The ability to orient in an unknown, fast-changing, environment is an unmet challenge for robots but a seamlessly solved problem for the primate brain. This thesis describes the first steps in developing a neuro-inspired “bottom-up” model of the brain’s navigation system to make a mobile robot localize itself, map its surrounding and plan its trajectory. Our model employs neural spikes to encode and process information in real-time. Despite a multitude of Nobel-winning studies that have revealed neurons specializing in self-navigation, such as place, grid, border and head direction cells, their interconnectivity remains elusive. Therefore, any model employing these neurons needs to make quite a lot of extrapolations to fill in the gaps of knowledge.
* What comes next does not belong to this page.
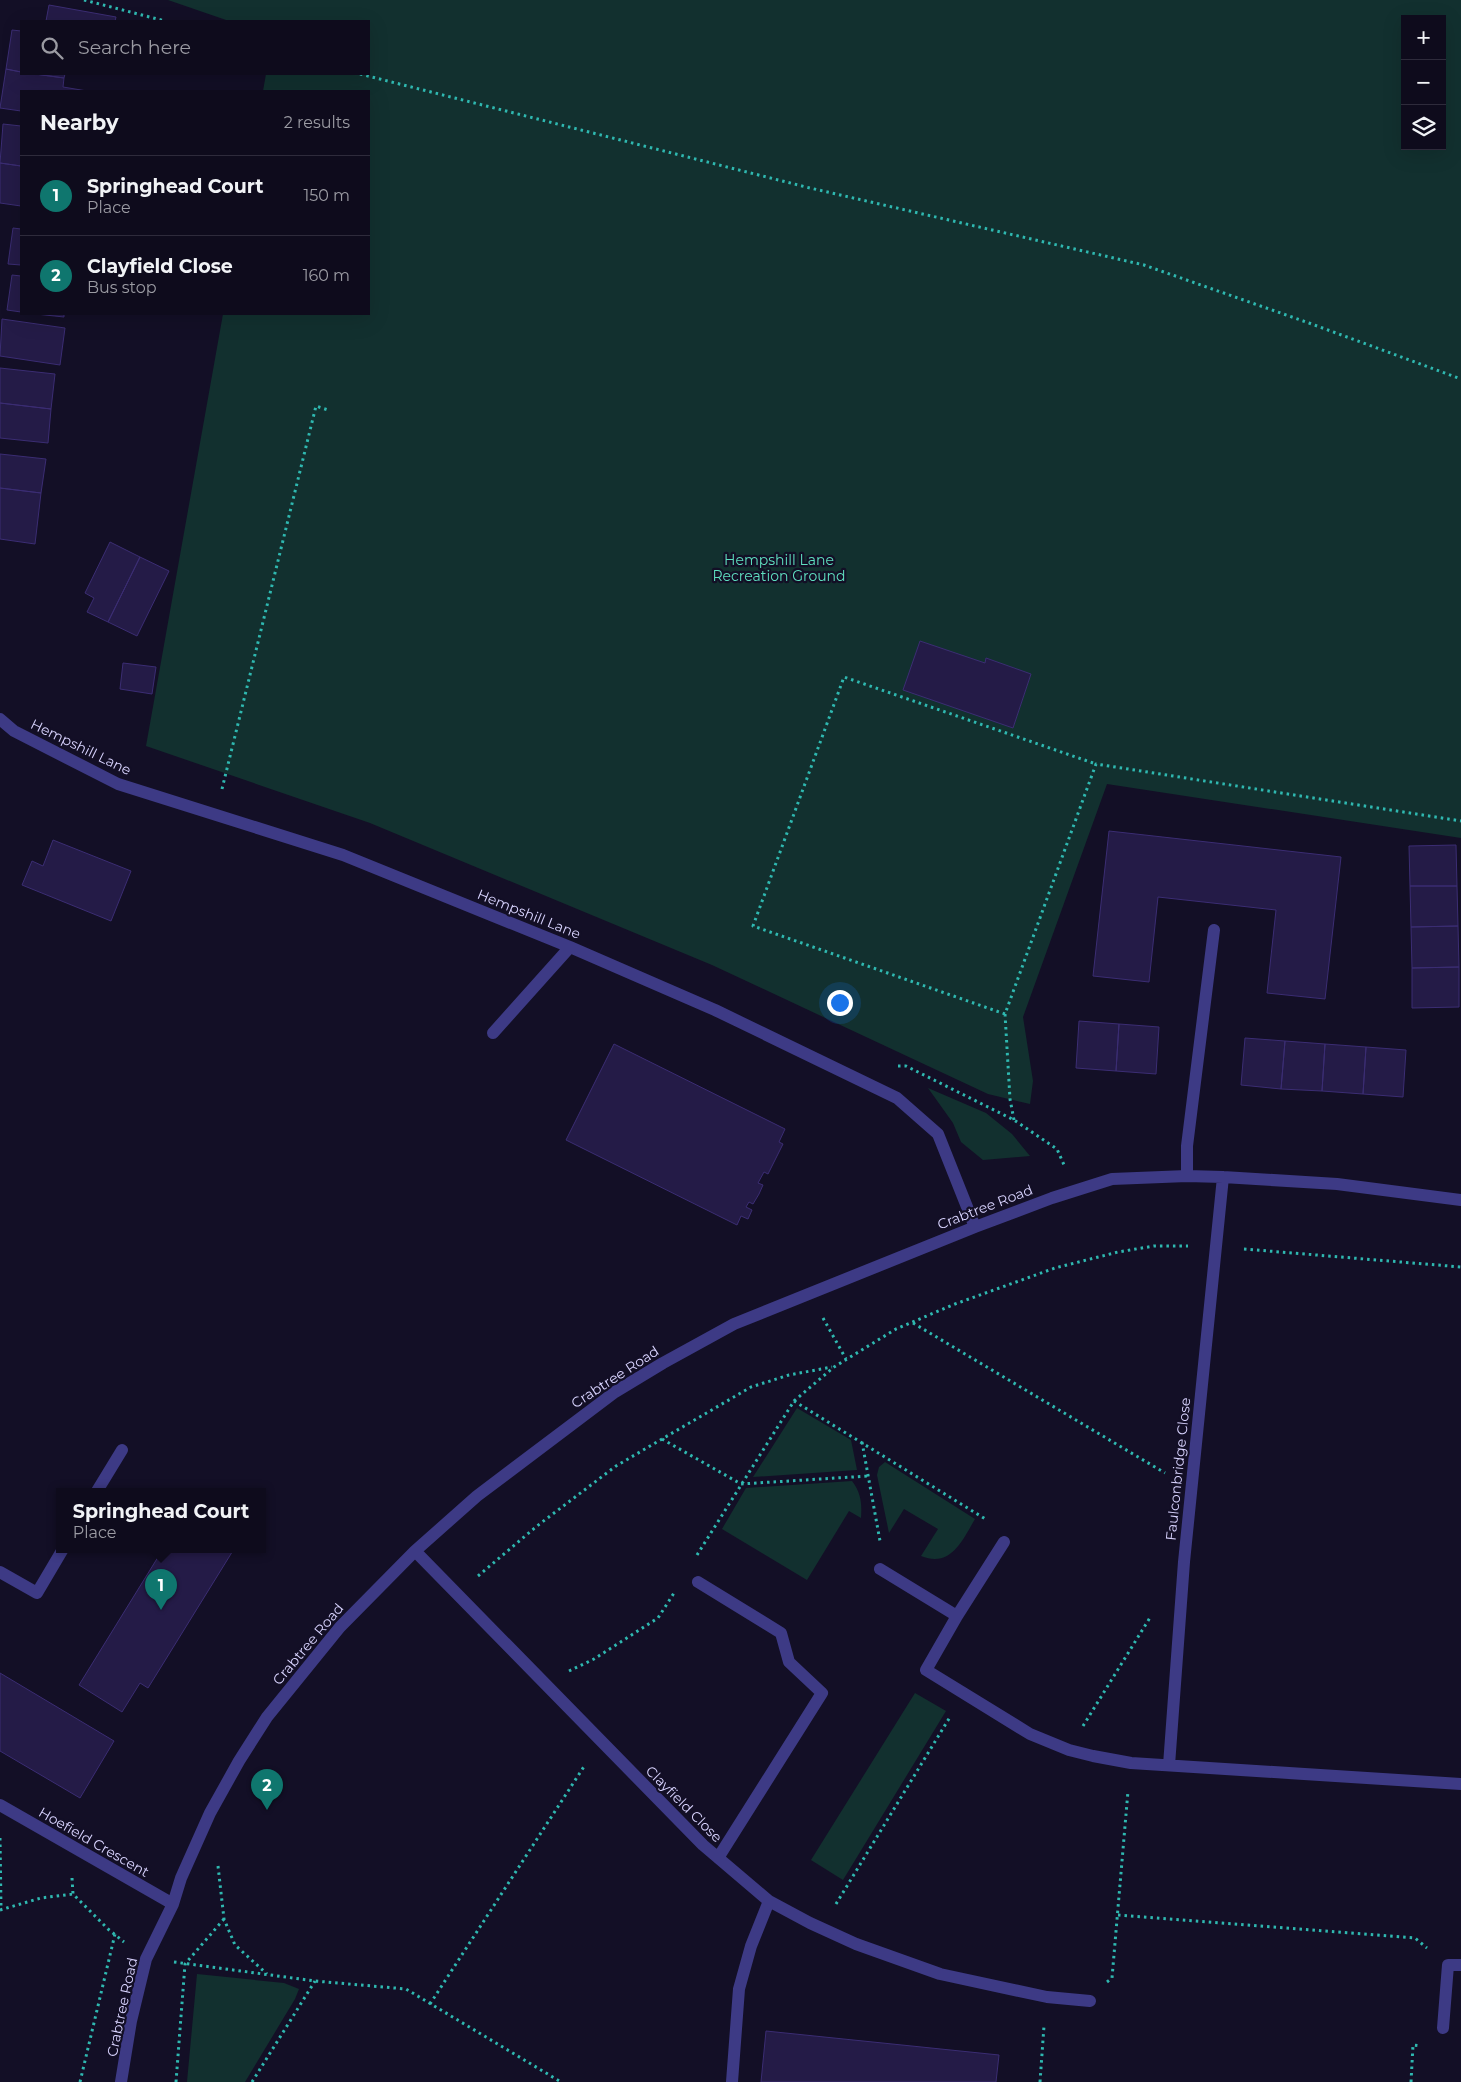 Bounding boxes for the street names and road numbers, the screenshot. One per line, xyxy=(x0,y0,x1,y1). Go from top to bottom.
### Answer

The main challenge was to design a real-time spiking neural network that can compensate for the hardware limitations as well as its own intrinsic imperfections and work in real conditions. To design the first component of our model, the head direction cell layer, we employed mechanisms based on self-organizing and self-sustaining neural activity, or attractor dynamics, resembling those originally proposed in Hebb’s cell assembly theory. The information to be maintained and updated was a continuous variable, or continuous attractor, where a 1D continuum of cell assemblies represented head direction. In theory, our network should give rise to a self-sustained hill of excitation - the attractor. In practice, due to non-ideal speed sensors and the intrinsic spike variability of the spiking network, it was impossible to sustain a correct approximation of the head direction using just this scheme. To correct this, we introduced a spike-based Bayesian inference layer of leaky-integrate-and-fire models of neurons, that combined feedforward (vision) and recursive (kinesthetic) inputs. We show how such a layer can approximate the posterior probability of the preferred state encoded in the spiking probability by adding the logarithms of the simulated dendritic currents, which is a reasonable approximation of the nonlinear dendritic activity. We show that our model accurately estimated head direction and further extend it to include a dynamic network of border cells that can learn to map the observed environment through simulating synaptic plasticity.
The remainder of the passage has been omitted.